Applicability goes beyond just targeting to potentially even more mutually adaptive human-AI systems, whether it be in an airplane cockpit or providing analysts with the most noteworthy footage from thousands of hours of satellite footage.
“If I told you to do a task, and then I did the same task, we’d probably do it in slightly different ways, based off past experiences or how we were trained. If AI could leverage the uniqueness of certain individuals and be mutually adaptive in the sense that you have a particular way of doing something, and AI infers that,” says Vernon Lawhern, a civilian scientist at ARL. “We are trying to look at some aspects, such as how AI systems infer a person’s state, and how to use that state to modulate different behaviors in some closed-loop system.”
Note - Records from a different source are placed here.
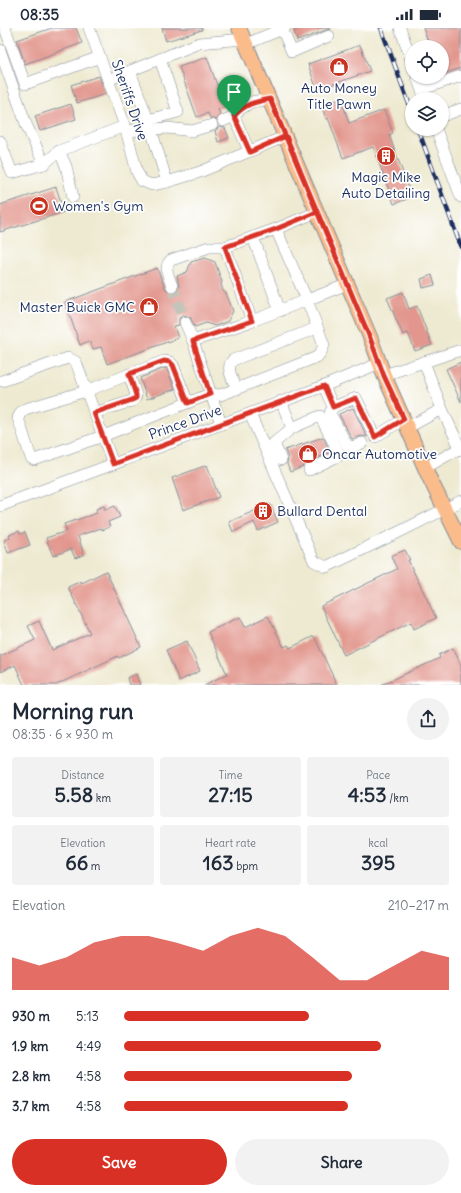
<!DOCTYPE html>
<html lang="en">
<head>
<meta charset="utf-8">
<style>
  body { margin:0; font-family:Delius,sans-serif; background:#f2f2f3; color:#1f2937; height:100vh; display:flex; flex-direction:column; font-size:15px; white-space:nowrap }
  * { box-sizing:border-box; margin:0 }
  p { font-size:13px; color:#747a83 }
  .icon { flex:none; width:22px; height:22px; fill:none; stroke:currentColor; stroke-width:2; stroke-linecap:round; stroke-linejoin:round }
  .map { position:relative; height:657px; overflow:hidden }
  .side { display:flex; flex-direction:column; background:#fff; flex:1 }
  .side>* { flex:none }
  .tools { position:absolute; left:405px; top:12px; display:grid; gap:8px }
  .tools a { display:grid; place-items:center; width:44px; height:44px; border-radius:50%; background:#fff; box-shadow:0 1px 3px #0004; font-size:20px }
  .pin { position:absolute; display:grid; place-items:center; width:34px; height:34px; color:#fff; margin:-41px -17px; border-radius:50% 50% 50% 0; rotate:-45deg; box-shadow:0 0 4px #0007 }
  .pin .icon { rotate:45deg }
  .round { display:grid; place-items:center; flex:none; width:42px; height:42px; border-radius:21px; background:#f2f2f3 }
  .summary { display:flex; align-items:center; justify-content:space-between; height:68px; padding:0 12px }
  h1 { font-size:22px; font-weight:700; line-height:30px }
  .metrics { display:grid; grid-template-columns:repeat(3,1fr); gap:6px; height:68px; padding:4px 12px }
  .metrics div { display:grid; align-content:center; border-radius:4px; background:#f2f2f3; text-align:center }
  .metrics b { font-size:20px; font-weight:700 }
  .metrics small { font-size:11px; font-weight:400 }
  .metrics p { font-size:11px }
  .chart { height:112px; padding:8px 12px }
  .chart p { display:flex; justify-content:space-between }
  .chart svg { width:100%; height:72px; margin-top:4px; fill:#d93025; opacity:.7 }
  .primary-button { display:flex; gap:8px; margin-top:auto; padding:8px 12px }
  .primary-button a { flex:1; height:46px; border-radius:24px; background:#d93025; color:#fff; font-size:16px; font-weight:700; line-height:46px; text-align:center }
  .primary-button a+a { background:#f2f2f3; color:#1f2937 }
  ul { padding:0 12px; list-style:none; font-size:13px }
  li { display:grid; grid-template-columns:64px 48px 1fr; align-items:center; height:30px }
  li i { height:10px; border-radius:5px; background:#d93025 }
  .status { display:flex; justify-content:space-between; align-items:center; height:28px; padding:0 20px; background:#fff; direction:ltr }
  .status svg { height:11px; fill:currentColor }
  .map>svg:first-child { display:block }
</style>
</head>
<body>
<div class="status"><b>08:35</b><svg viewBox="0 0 49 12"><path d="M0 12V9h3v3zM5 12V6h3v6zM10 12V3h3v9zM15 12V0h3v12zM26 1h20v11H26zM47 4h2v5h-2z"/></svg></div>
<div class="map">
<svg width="461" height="657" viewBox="0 0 461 657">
  <rect width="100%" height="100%" fill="#fff"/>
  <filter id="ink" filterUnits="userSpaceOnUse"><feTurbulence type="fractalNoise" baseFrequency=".025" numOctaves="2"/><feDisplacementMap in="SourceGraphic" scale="8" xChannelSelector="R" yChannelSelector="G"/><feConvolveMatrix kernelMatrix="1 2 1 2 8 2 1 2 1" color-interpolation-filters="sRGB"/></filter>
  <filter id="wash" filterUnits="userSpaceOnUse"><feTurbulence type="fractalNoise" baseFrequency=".012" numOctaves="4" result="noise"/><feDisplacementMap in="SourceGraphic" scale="16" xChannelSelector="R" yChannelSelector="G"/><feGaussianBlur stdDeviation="0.9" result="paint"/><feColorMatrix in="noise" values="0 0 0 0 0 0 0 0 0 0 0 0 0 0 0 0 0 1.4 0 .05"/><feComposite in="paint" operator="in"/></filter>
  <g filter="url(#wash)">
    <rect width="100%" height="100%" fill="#eeead1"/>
    <g id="blocks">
      <g fill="#e2968d">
        <path d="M52,0H76L82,15L25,36L17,12Z"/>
        <path d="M162,0H202V2L166,13Z"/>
        <path d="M296,0H330L331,1L326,2L297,13L294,3L297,2Z"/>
        <path d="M423,0H461V40L442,46V19H430Z"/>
        <path d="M360,17L370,43L317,62L308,36Z"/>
        <path d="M207,29L225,79L218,81L220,86L216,92L210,90L208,85L197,89L179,39Z"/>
        <path d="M99,48L106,66L77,75L71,57Z"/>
        <path d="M341,70L349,95L384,82L393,105L389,107L412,169L394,176L373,119L343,130L328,90L326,91L321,76Z"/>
        <path d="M71,76L76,91L40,103L35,88Z"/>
        <path d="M219,99L225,100L229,110L218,114L215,103Z"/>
        <path d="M56,159L64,184L0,204V177Z"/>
        <path d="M205,230L215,234L222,254L221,256L223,263L226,265L233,283L228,293L215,298L206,295L195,299L190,289L183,287L179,290V297L174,298L178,310L107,336L101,319L93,321L89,313L80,317L65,274L157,240L165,260L170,265H174L177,263L179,259L177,248L187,244L191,234Z"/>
        <path d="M432,247L435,257L423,260L421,251Z"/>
        <path d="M403,264L409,281L417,278L432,317L415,323L408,305L403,307L387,270Z"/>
        <path d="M461,334V374L446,341Z"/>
        <path d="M165,340L167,341L175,361L147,371L140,350Z"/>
        <path d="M353,380L367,409L362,408L352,411L339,386Z"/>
        <path d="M323,409L330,424L306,436L303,439L290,444L287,436L288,430L285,422Z"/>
        <path d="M207,437L219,469L183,482L172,450Z"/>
        <path d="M270,476L278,494L258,503L254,494L233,504L229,494Z"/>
        <path d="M104,478L105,482L115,478L120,489L108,494L110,499L102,502L101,500L78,508L84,527L75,530L71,521L53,528L46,510L67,503L64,496L97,485L96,481Z"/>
        <path d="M19,503L20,506L25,504L30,517L8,525L4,512L10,510L9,507Z"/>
        <path d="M405,522L410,532H408L436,590L414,601L411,594L344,627L321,578L397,541L391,528Z"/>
        <path d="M106,543L141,619L119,630L118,628L56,657H24L15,637L0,644V628L35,612L28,598L39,593L52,622L90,605L68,559L81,553L82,555Z"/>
        <path d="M268,588L284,619L288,617L290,620L314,608L337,657H204L227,646L208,604L240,589L245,599Z"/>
        <path d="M187,613L200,643L179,653L166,622Z"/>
        <path d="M453,620L461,637V657H381L440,630L439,627Z"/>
        <path d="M136,646L140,657H129L127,650Z"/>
      </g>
    </g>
  </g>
  <g filter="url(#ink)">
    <use href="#blocks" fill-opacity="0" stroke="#848c98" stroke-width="1"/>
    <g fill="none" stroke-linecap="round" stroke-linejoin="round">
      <path stroke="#c4c5ba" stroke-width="11" stroke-dasharray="11 5.5" stroke-linecap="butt" d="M172,258L185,294"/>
      <defs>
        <g id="minor">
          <path d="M5,0L25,56L100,29"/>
          <path d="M89,0L125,98L137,144L142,153L152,157L167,154L200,144L286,108"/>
          <path d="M400,0L412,34"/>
          <path d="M282,1L292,24L329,8"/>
          <path d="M246,16L285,0"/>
          <path d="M0,22L26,96L44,136L12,145L0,113"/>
          <path d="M130,43L148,92L178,84L160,31"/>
          <path d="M417,49L425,71"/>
          <path d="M108,52L199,15L244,11"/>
          <path d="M422,61L461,48"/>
          <path d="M234,88L249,123"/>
          <path d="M442,88L461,81"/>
          <path d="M223,93L234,88L239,82L251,74L270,71"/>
          <path d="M151,101L167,154"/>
          <path d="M436,101L461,169"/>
          <path d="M126,103L168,100L192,103L212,97"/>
          <path d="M59,123L66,138L73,169"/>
          <path d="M44,136L59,123L125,98"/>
          <path d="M276,201L225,219L252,293L307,272L276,201L317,184"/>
          <path d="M253,209L280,283"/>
          <path d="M172,258C169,249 163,239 171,232L209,219H225"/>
          <path d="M185,294L193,313L221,396"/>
          <path d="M193,313L252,293"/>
          <path d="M424,334L442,381"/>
          <path d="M384,347L461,322"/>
          <path d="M2,353L68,330L76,334L113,436"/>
          <path d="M324,358L333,379L356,370L375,409L404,391"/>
          <path d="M237,361C233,352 225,340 233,332L317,300"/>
          <path d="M281,373L292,400L320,388L340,427L309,442"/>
          <path d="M188,375L173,337L170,334L164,333L86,363L25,381L21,384L18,390L31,430L34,432L103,408L210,366L220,367L231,363L317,329L321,324L324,317L307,272L348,256"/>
          <path d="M333,379L330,385L347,417L353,419L362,415"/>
          <path d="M94,385L132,373L135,370L136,367L129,346"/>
          <path d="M250,386L314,533L326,539L399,504L461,473"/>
          <path d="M407,400L442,381L461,422"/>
          <path d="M281,432L274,415L292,400"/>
          <path d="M425,440L460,420"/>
          <path d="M0,478L324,358L380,335"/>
        </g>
        <path id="major" d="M239,0L370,309L384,347L429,449L461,514"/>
      </defs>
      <use href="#minor" stroke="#848c98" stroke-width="12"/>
      <use href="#major" stroke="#848c98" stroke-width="16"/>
      <use href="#minor" stroke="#fff" stroke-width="11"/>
      <use href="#major" stroke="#fabc8b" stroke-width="14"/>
      <defs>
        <g id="rail">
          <path d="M381,0L412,84"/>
          <path d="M418,101L461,219"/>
        </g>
      </defs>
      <use href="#rail" stroke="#1b2f5e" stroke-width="4.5"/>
      <use href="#rail" stroke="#fff" stroke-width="3" stroke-dasharray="9" stroke-linecap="butt"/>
    </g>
  </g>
  <g fill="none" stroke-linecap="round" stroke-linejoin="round" filter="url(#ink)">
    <defs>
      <path id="route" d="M234,88L250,124L286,108L317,184L276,201L225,219L252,293L193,313L210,366L188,375L173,337L170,334L164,333L129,346L136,367V370L132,372L94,385L113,436L324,358L333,379L356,370L375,409L404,391L384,348L370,310L270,71C254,74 245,76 234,88"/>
    </defs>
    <use href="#route" stroke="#fff" stroke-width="8"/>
    <use href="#route" stroke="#d93025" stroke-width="5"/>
  </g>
  <defs>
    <symbol id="shop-disc" viewBox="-11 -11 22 22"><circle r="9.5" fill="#c8321e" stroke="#fff"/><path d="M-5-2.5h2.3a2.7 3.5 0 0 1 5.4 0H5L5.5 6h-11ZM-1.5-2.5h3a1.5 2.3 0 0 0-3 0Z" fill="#fff"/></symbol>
    <symbol id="building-disc" viewBox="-11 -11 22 22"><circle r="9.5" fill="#c8321e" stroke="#fff"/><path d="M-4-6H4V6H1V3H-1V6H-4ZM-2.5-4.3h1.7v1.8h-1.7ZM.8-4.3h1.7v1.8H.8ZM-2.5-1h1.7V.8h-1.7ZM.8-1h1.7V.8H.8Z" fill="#fff"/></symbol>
    <symbol id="stadium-disc" viewBox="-11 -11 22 22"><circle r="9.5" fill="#c8321e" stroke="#fff"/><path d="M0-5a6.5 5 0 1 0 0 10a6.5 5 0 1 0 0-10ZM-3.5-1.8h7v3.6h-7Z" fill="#fff"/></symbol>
  </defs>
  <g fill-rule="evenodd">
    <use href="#shop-disc" x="328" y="28" width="22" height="22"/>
    <use href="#building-disc" x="375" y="117" width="22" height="22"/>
    <use href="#stadium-disc" x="28" y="167" width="22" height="22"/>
    <use href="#shop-disc" x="138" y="268" width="22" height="22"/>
    <use href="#shop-disc" x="297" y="415" width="22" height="22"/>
    <use href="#building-disc" x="252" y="472" width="22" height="22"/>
  </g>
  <g text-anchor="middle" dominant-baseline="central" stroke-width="3.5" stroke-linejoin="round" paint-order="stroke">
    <g font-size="14" fill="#1b2f5e" stroke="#fff" text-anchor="start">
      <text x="339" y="60" text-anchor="middle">Auto Money<tspan x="339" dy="16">Title Pawn</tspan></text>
      <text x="386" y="149" text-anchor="middle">Magic Mike<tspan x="386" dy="16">Auto Detailing</tspan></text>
      <text x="53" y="178">Women's Gym</text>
      <text x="135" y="279" text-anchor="end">Master Buick GMC</text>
      <text x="322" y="426">Oncar Automotive</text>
      <text x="277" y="483">Bullard Dental</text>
    </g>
    <g font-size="14" fill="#1b2f5e" stroke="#fff">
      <text transform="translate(130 72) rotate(71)">Sheriffs Drive</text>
      <text transform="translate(185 394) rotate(-20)">Prince Drive</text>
    </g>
  </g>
</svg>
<div class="tools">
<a><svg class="icon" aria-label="locate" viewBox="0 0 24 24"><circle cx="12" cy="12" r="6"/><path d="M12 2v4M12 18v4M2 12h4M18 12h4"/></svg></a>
<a><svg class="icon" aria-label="layers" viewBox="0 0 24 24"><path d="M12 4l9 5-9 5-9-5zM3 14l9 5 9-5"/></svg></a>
</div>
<div class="pin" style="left:234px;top:88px;background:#1e9e55"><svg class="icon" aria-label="arrive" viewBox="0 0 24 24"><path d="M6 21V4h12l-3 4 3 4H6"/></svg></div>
</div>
<section class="side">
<div class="summary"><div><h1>Morning run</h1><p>08:35 · 6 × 930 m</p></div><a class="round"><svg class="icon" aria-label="share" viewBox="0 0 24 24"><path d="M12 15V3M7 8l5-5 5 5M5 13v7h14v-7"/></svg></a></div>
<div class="metrics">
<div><p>Distance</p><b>5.58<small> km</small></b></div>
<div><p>Time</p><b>27:15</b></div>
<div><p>Pace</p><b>4:53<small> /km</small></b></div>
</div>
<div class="metrics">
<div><p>Elevation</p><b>66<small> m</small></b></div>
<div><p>Heart rate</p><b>163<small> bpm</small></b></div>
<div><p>kcal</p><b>395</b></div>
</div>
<div class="chart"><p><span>Elevation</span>210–217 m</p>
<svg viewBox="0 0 160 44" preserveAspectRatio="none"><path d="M0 44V24L10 29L20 24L30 15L40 11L50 11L60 15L70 20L80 11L90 6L100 11L110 24L120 38L130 38L140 29L150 20L160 24V44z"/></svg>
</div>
<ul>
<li><b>930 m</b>5:13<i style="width:57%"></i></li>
<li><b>1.9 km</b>4:49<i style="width:79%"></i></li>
<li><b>2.8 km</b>4:58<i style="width:70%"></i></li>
<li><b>3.7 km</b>4:58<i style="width:69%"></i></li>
</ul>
<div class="primary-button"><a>Save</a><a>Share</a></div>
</section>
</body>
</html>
Obstacles to such systems remain, and the program is still in its initial steps. This type of project starts to translate human experiences into data that is capable of being used to teach a neural net. In many ways, humans are the most adept sensors in the world, allowing us to digest and adapt to multitudes of stimuli per second. Translating this capability to neural nets opens up a range of possibilities, including those that have astounding potential but may also allow for lesser restrictions should such a system be integrated with weapons. As Aguirre notes, such a program “may increase the ability of AI battlefield weapons to be as capable, proportionate, and protective of noncombatants as humans.” Then why would we need further regulations of autonomous weapons systems? These are the questions this research needs to grapple with as it continues to develop.
“Science isn’t all about answering questions; it creates them. So, we’ve answered one, and we’ve created one or two more,” says Gordon. The military continues to integrate AI into a variety of systems. Even the CIA has 137 pilot projects directly related to artificial intelligence. The push will continue to make systems more effective, and, for better or worse, the Cognition and Neuroergonomics Collaborative Technology Alliance at the ARL will have an important role to play.